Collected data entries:

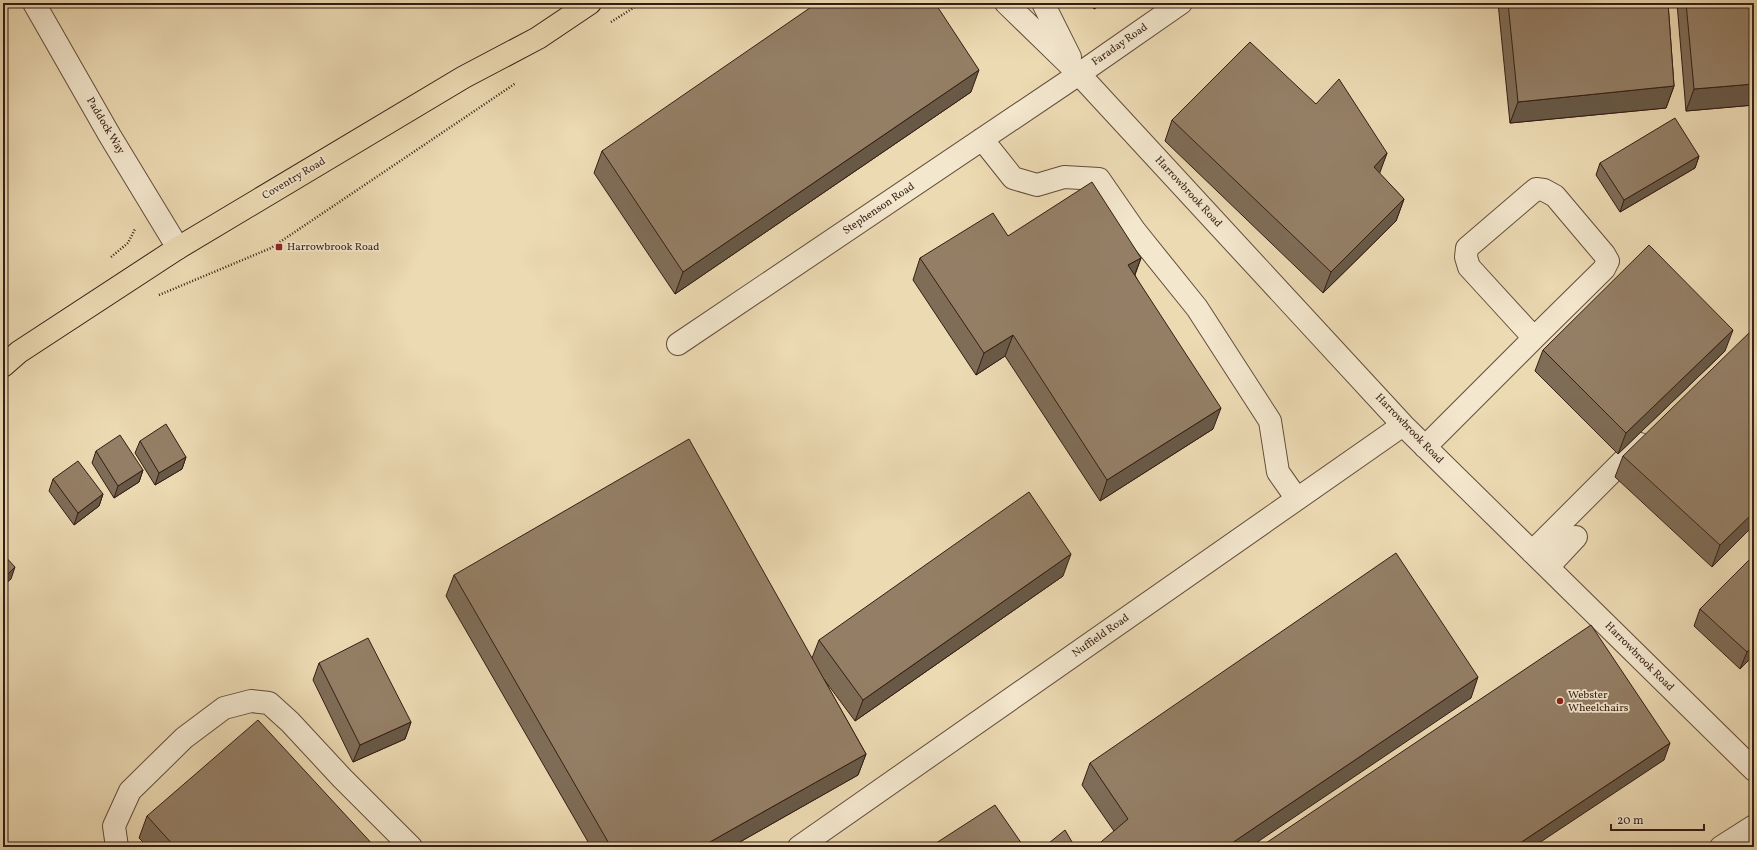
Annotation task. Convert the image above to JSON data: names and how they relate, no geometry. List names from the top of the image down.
{
  "streets": {
    "main road": ["Coventry Road"],
    "street": [
      "Faraday Road",
      "Paddock Way",
      "Harrowbrook Road",
      "Stephenson Road",
      "Nuffield Road"
    ]
  },
  "crossings": [
    ["Faraday Road", "Harrowbrook Road"],
    ["Faraday Road", "Stephenson Road"],
    ["Paddock Way", "Coventry Road"],
    ["Harrowbrook Road", "Stephenson Road"],
    ["Harrowbrook Road", "Nuffield Road"]
  ],
  "places": {
    "transit": ["Harrowbrook Road"],
    "other": ["Webster Wheelchairs"]
  },
  "scale_bar": "20 m"
}
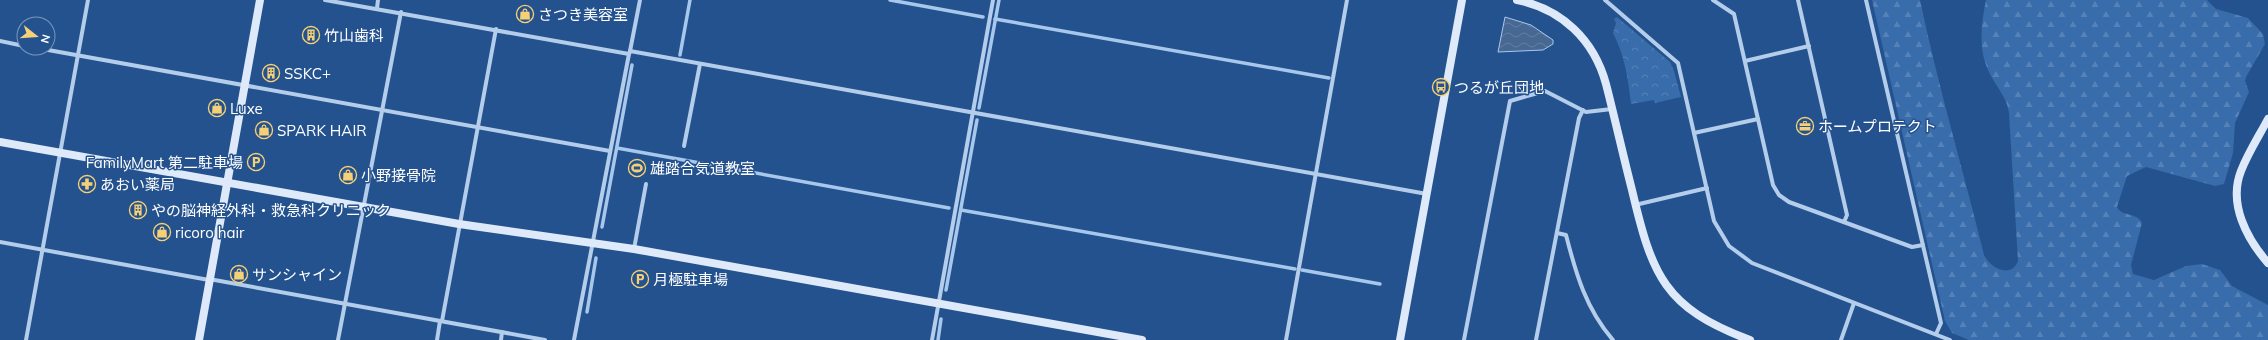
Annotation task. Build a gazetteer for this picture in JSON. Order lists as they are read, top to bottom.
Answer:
{
  "places": {
    "shop": [
      "さつき美容室",
      "Luxe",
      "SPARK HAIR",
      "小野接骨院",
      "ricoro hair",
      "サンシャイン"
    ],
    "building": ["竹山歯科", "SSKC+", "やの脳神経外科・救急科クリニック"],
    "bus stop": ["つるが丘団地"],
    "office": ["ホームプロテクト"],
    "parking": ["FamilyMart 第二駐車場", "月極駐車場"],
    "sports": ["雄踏合気道教室"],
    "pharmacy": ["あおい薬局"]
  },
  "north": "right"
}
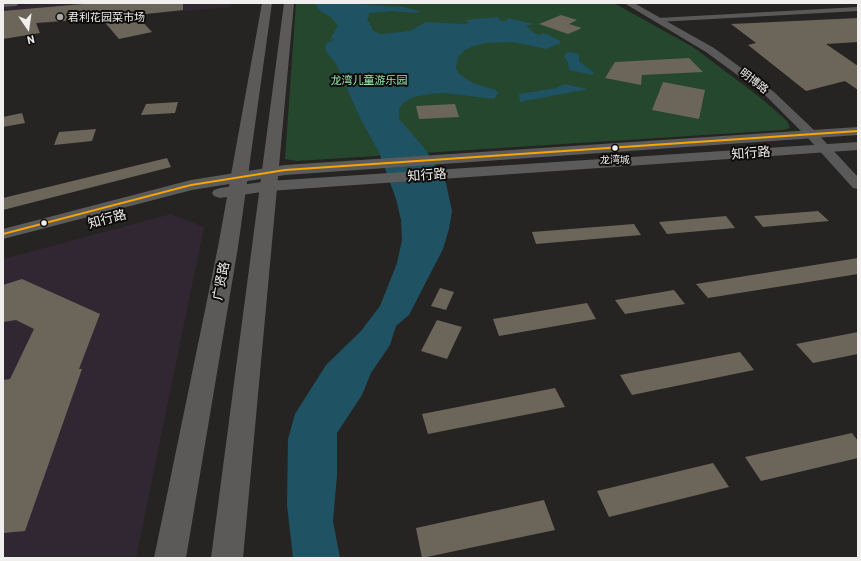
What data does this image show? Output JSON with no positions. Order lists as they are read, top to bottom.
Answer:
{
  "streets": {
    "main road": ["知行路", "广贤路"],
    "street": ["明博路"]
  },
  "crossings": [
    ["明博路", "知行路"],
    ["知行路", "广贤路"]
  ],
  "parks": ["龙湾儿童游乐园"],
  "places": ["君利花园菜市场", "龙湾城"],
  "north": "bottom"
}
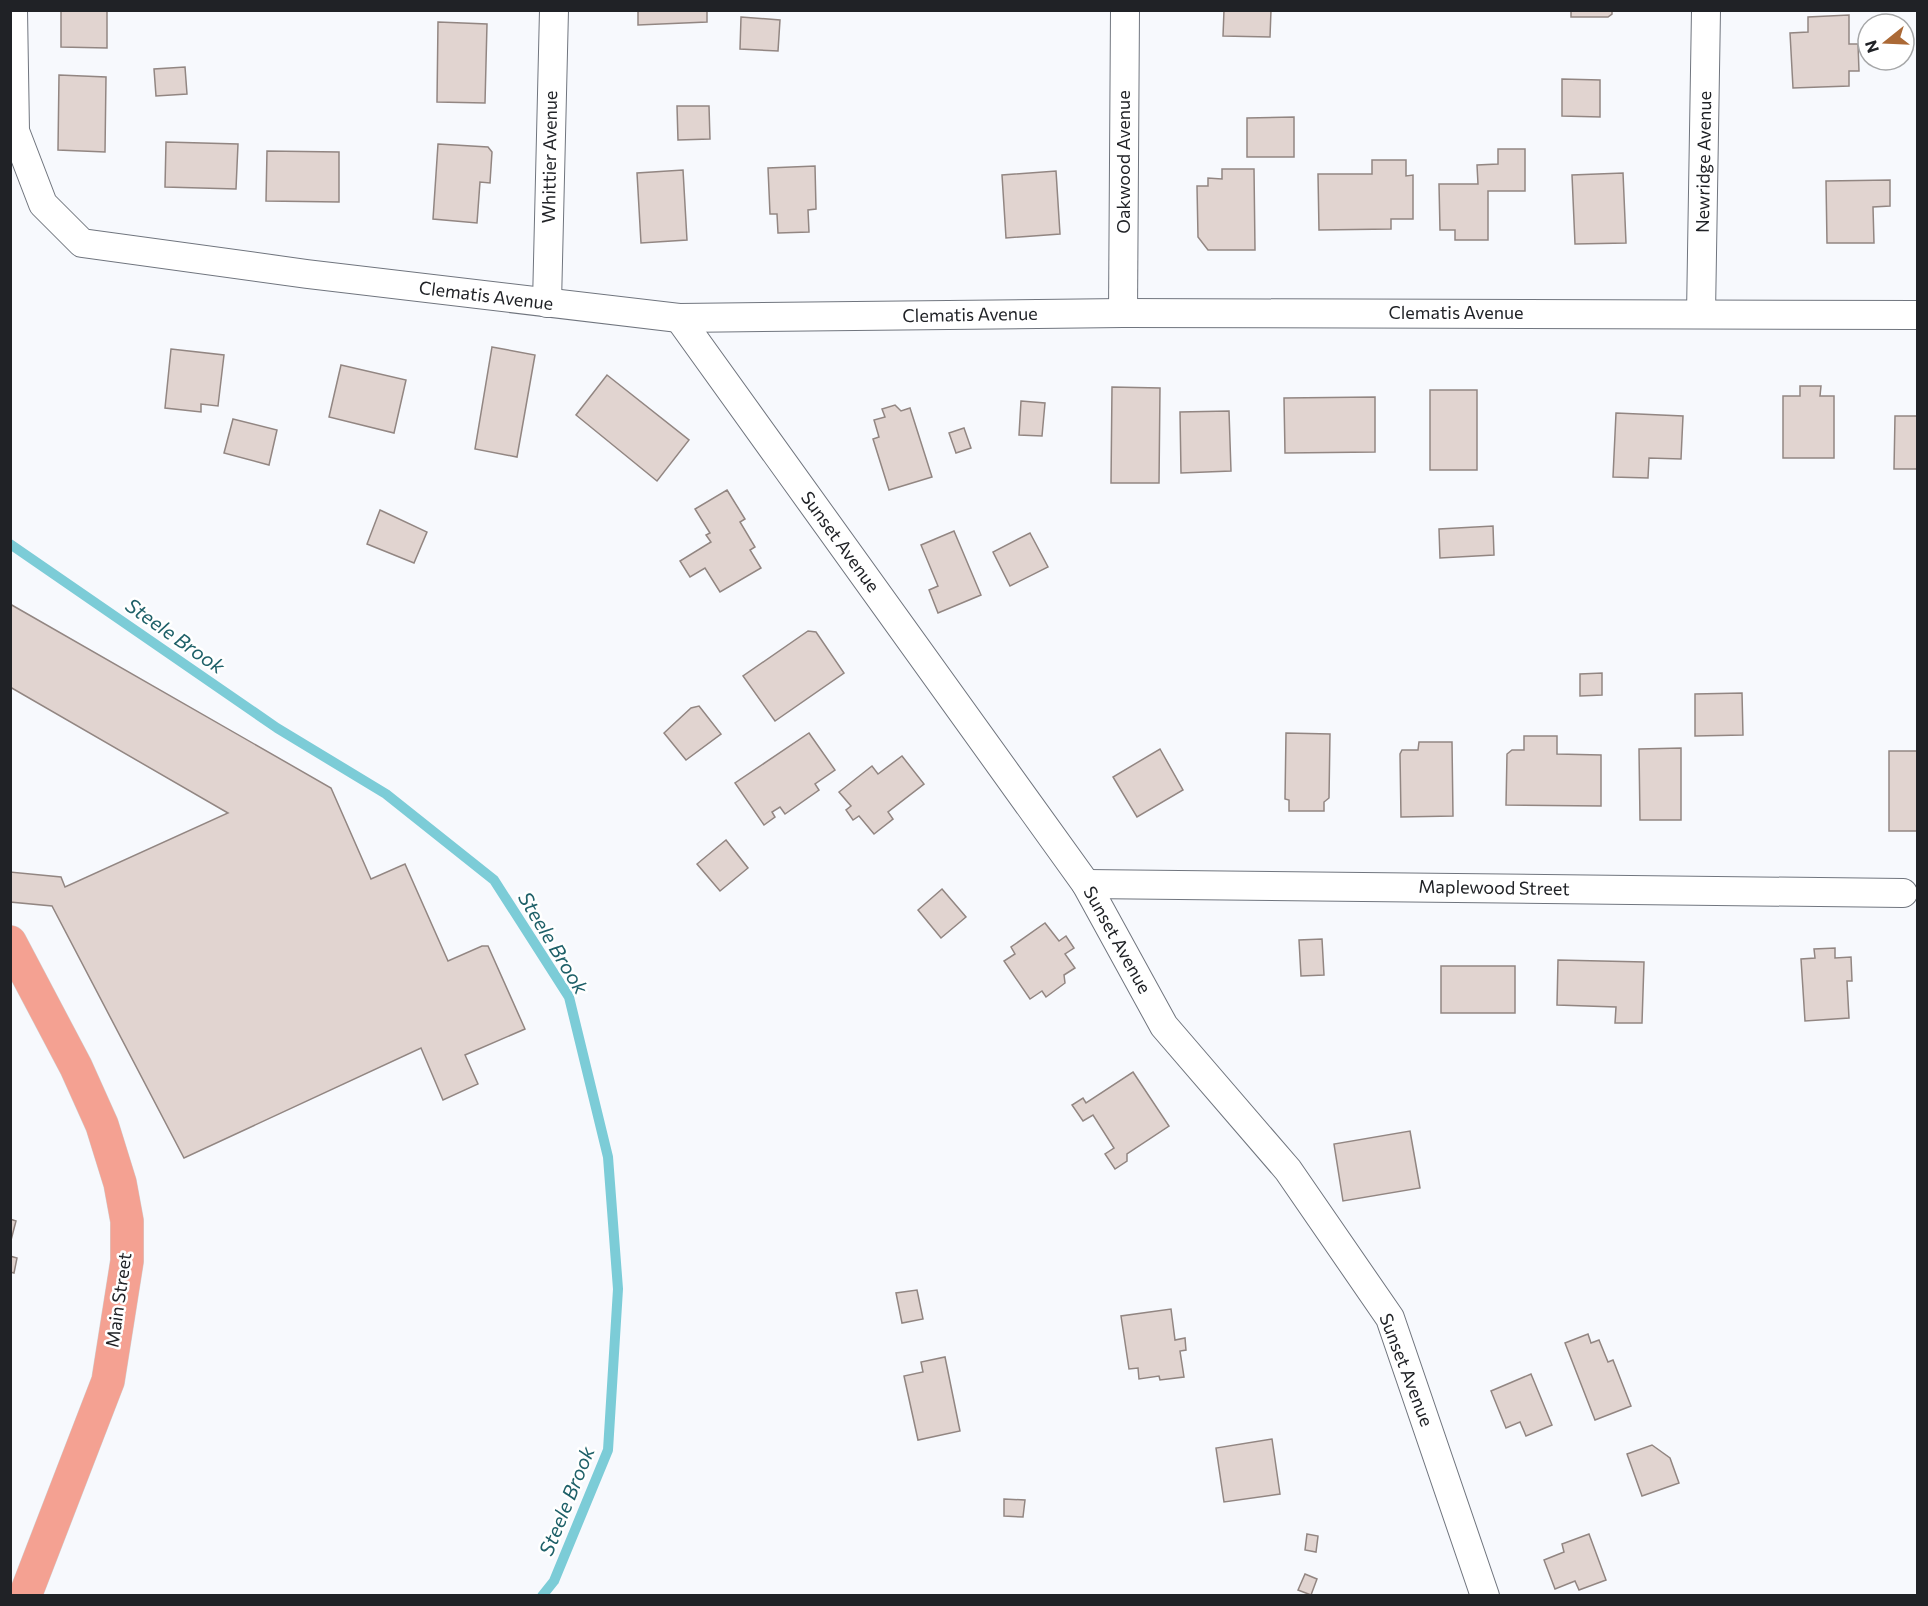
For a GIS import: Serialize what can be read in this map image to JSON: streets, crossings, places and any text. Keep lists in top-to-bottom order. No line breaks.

TASK OBJECTIVE: Copy out every line in the records where the word "read" is found.

ANSWER TO THE EXERCISE:
Annotation task. Build a gazetteer for this picture in JSON. Order lists as they are read, top to bottom.
What data does this image show? Output JSON with no positions. Order lists as they are read, top to bottom.
For a GIS import: Serialize what can be read in this map image to JSON: streets, crossings, places and any text. Keep lists in top-to-bottom order. No line breaks.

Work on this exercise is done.